While using IPoIB over EHCA (rc6 bits), unregister_netdev hangs with
the message: "waiting for ib2 to become free. Usage count = -515276",
etc.
The problem is that the poll handler does netif_rx_complete (which
does a dev_put) followed by netif_rx_reschedule() to schedule for
more receives (which again does a dev_put). This reduces refcount to
< 0 (depending on how many times netif_rx_complete followed by
netif_rx_reschedule was called).
The following patch fixes the bug, but I don't know if there is some
specific IB issue that prevents this approach.
Signed-off-by: Krishna Kumar <krkumar2@in.ibm.com>
---
ipoib_ib.c | 11 ++++-------
1 files changed, 4 insertions(+), 7 deletions(-)
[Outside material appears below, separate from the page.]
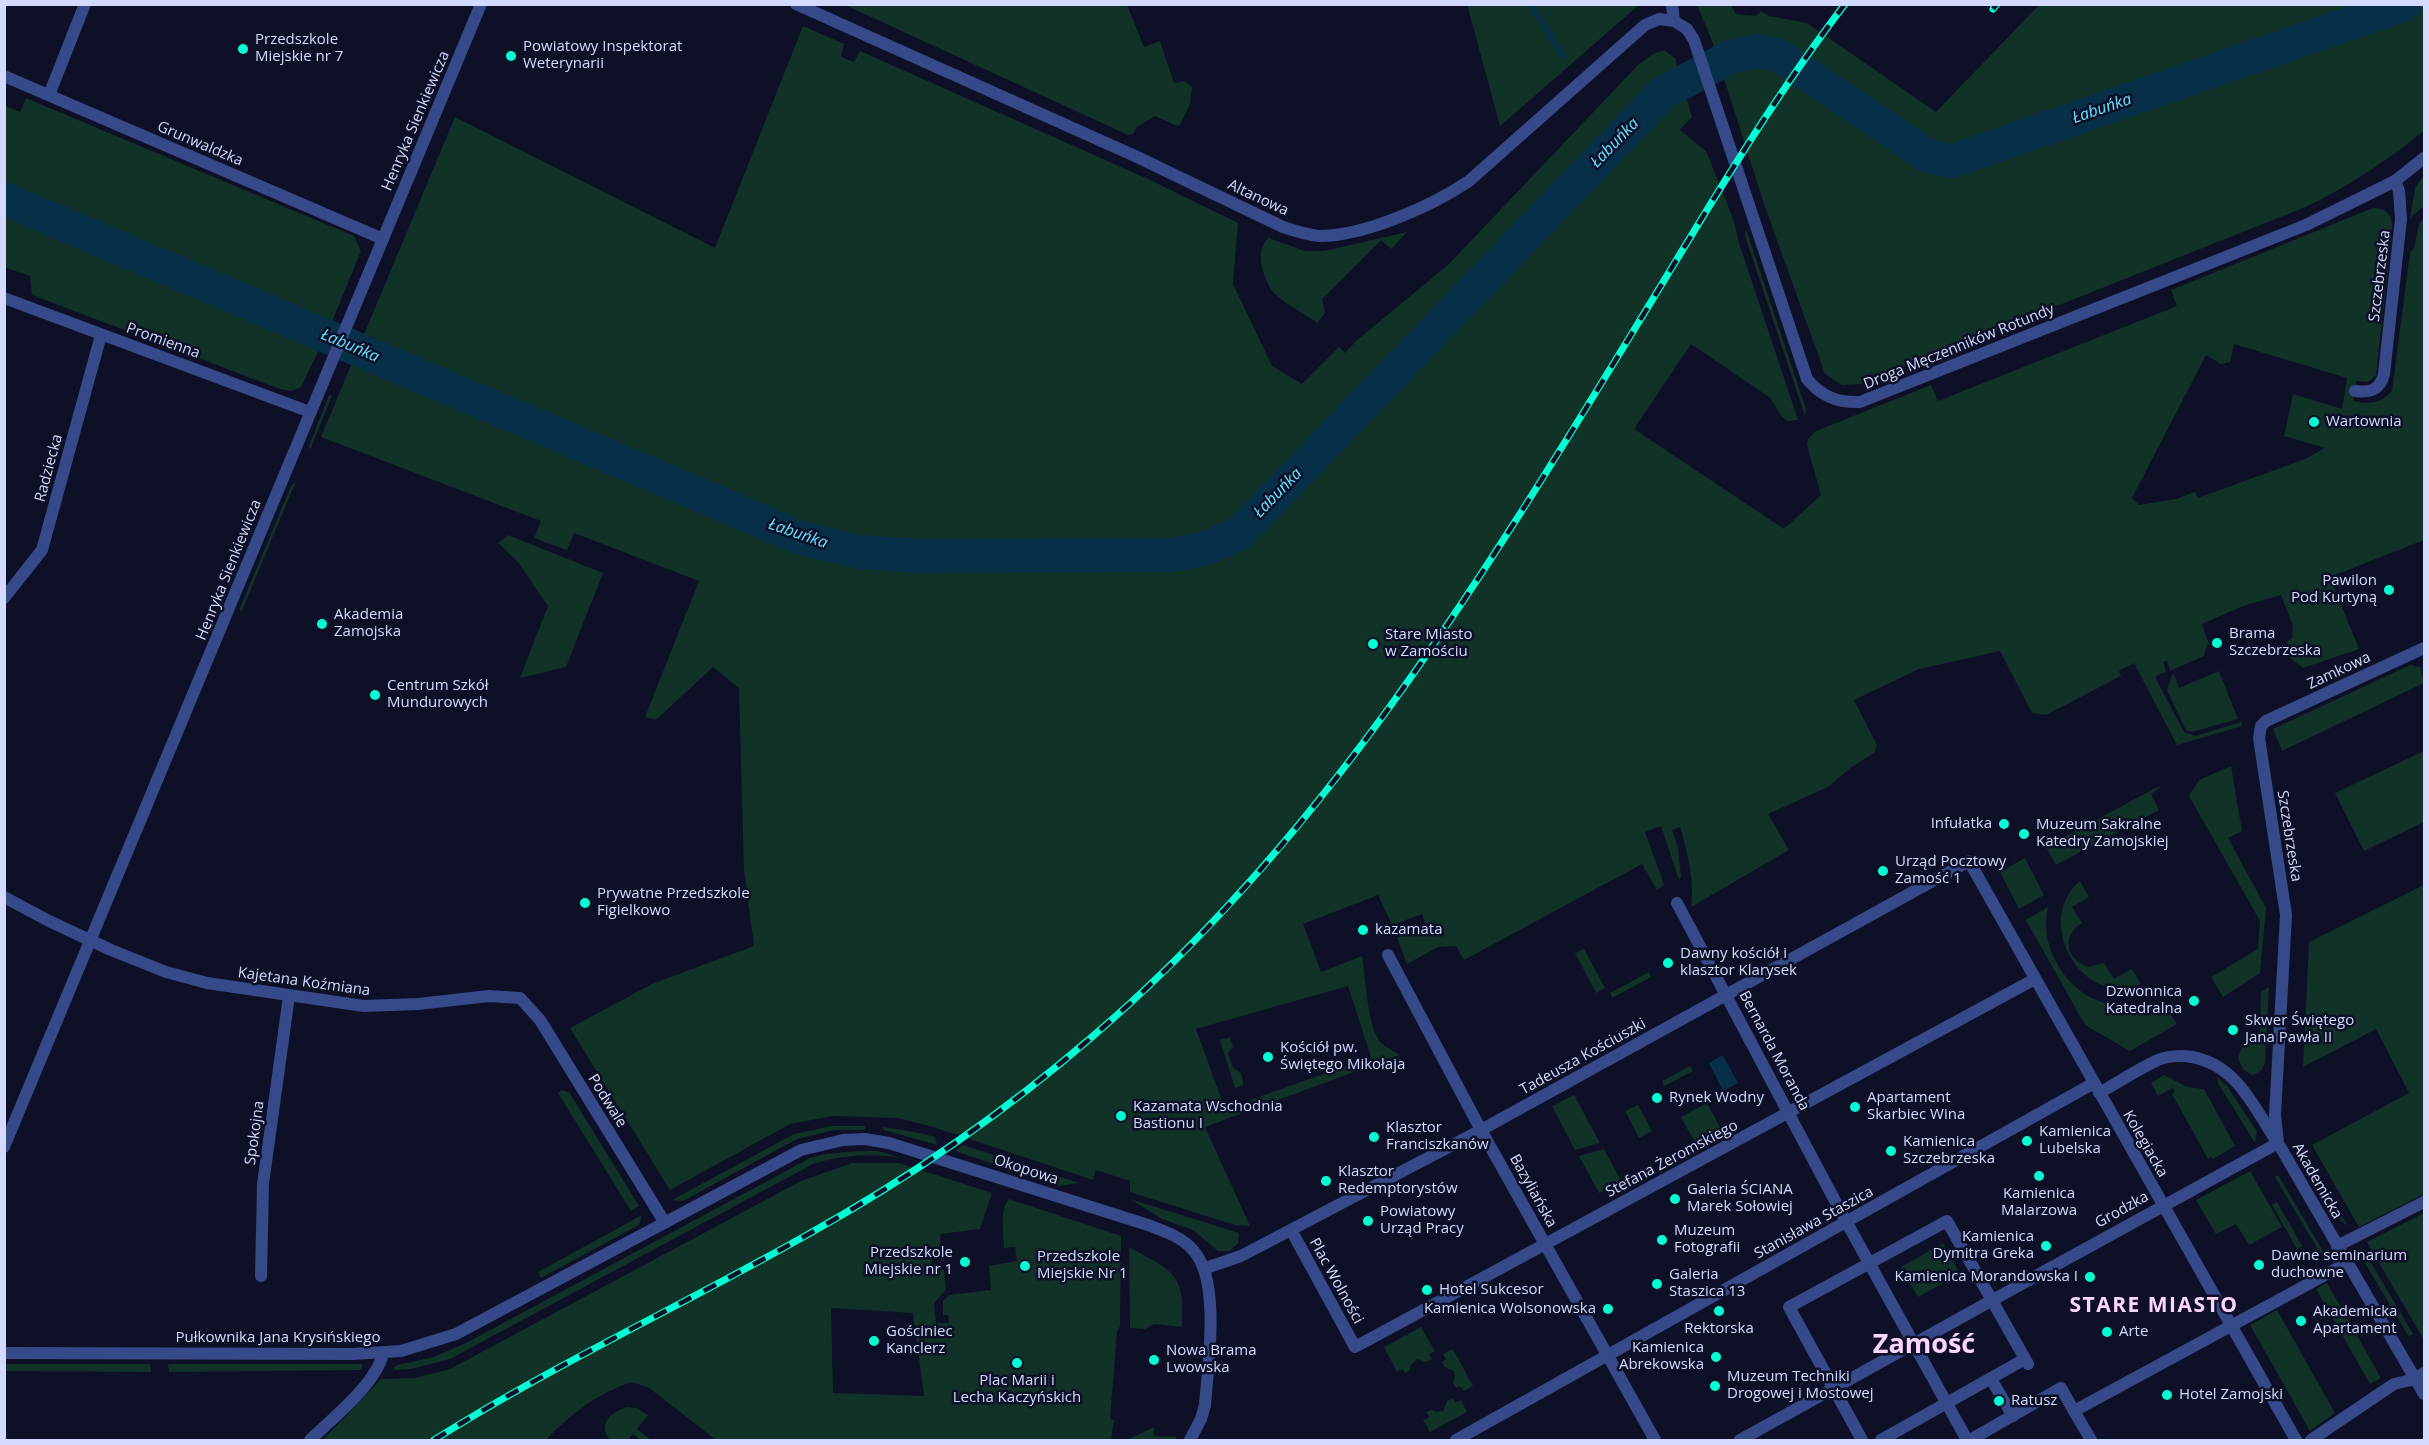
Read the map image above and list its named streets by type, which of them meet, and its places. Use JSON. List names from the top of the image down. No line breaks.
{"streets":{"street":["Henryka Sienkiewicza","Grunwaldzka","Altanowa","Szczebrzeska","Promienna","Droga Męczenników Rotundy","Radziecka","Zamkowa","Kajetana Koźmiana","Bernarda Moranda","Tadeusza Kościuszki","Podwale","Spokojna","Kolegiacka","Stefana Żeromskiego","Okopowa","Akademicka","Bazyliańska","Grodzka","Stanisława Staszica","Plac Wolności","Pułkownika Jana Krysińskiego"]},"crossings":[["Henryka Sienkiewicza","Grunwaldzka"],["Henryka Sienkiewicza","Promienna"],["Henryka Sienkiewicza","Kajetana Koźmiana"],["Altanowa","Droga Męczenników Rotundy"],["Szczebrzeska","Droga Męczenników Rotundy"],["Szczebrzeska","Zamkowa"],["Szczebrzeska","Akademicka"],["Promienna","Radziecka"],["Kajetana Koźmiana","Podwale"],["Kajetana Koźmiana","Spokojna"],["Bernarda Moranda","Tadeusza Kościuszki"],["Bernarda Moranda","Stefana Żeromskiego"],["Bernarda Moranda","Grodzka"],["Bernarda Moranda","Stanisława Staszica"],["Tadeusza Kościuszki","Kolegiacka"],["Tadeusza Kościuszki","Okopowa"],["Tadeusza Kościuszki","Bazyliańska"],["Tadeusza Kościuszki","Plac Wolności"],["Podwale","Okopowa"],["Podwale","Pułkownika Jana Krysińskiego"],["Kolegiacka","Stefana Żeromskiego"],["Kolegiacka","Grodzka"],["Kolegiacka","Stanisława Staszica"],["Stefana Żeromskiego","Bazyliańska"],["Stefana Żeromskiego","Plac Wolności"],["Okopowa","Pułkownika Jana Krysińskiego"],["Akademicka","Grodzka"],["Akademicka","Stanisława Staszica"],["Bazyliańska","Stanisława Staszica"],["Grodzka","Stanisława Staszica"]],"districts":["STARE MIASTO","Zamość"],"water":["Łabuńka"],"places":["Przedszkole Miejskie nr 7","Powiatowy Inspektorat Weterynarii","Wartownia","Pawilon Pod Kurtyną","Akademia Zamojska","Brama Szczebrzeska","Stare Miasto w Zamościu","Centrum Szkół Mundurowych","Infułatka","Muzeum Sakralne Katedry Zamojskiej","Urząd Pocztowy Zamość 1","Prywatne Przedszkole Figielkowo","kazamata","Dawny kościół i klasztor Klarysek","Dzwonnica Katedralna","Skwer Świętego Jana Pawła II","Kościół pw. Świętego Mikołaja","Rynek Wodny","Apartament Skarbiec Wina","Kazamata Wschodnia Bastionu I","Klasztor Franciszkanów","Kamienica Lubelska","Kamienica Szczebrzeska","Kamienica Malarzowa","Klasztor Redemptorystów","Galeria ŚCIANA Marek Sołowiej","Powiatowy Urząd Pracy","Muzeum Fotografii","Kamienica Dymitra Greka","Przedszkole Miejskie nr 1","Dawne seminarium duchowne","Przedszkole Miejskie Nr 1","Kamienica Morandowska I","Galeria Staszica 13","Hotel Sukcesor","Kamienica Wolsonowska","Rektorska","Akademicka Apartament","Arte","Gościniec Kanclerz","Kamienica Abrekowska","Nowa Brama Lwowska","Plac Marii i Lecha Kaczyńskich","Muzeum Techniki Drogowej i Mostowej","Hotel Zamojski","Ratusz"]}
diff -ruNp org/drivers/infiniband/ulp/ipoib/ipoib_ib.c new1/drivers/infiniband/ulp/ipoib/ipoib_ib.c
--- org/drivers/infiniband/ulp/ipoib/ipoib_ib.c 2007-09-18 15:50:09.000000000 +0530
+++ new1/drivers/infiniband/ulp/ipoib/ipoib_ib.c 2007-09-18 16:14:20.000000000 +0530
@@ -291,7 +291,6 @@ int ipoib_poll(struct napi_struct *napi,
done = 0;
-poll_more:
while (done < budget) {
int max = (budget - done);
@@ -316,12 +315,10 @@ poll_more:
}
if (done < budget) {
- netif_rx_complete(dev, napi);
- if (unlikely(ib_req_notify_cq(priv->cq,
- IB_CQ_NEXT_COMP |
- IB_CQ_REPORT_MISSED_EVENTS)) &&
- netif_rx_reschedule(napi))
- goto poll_more;
+ if (likely(!ib_req_notify_cq(priv->cq,
+ IB_CQ_NEXT_COMP |
+ IB_CQ_REPORT_MISSED_EVENTS)))
+ netif_rx_complete(dev, napi);
}
return done;
-
Follow-up cleanup and "while loop" optimization in the poll handler.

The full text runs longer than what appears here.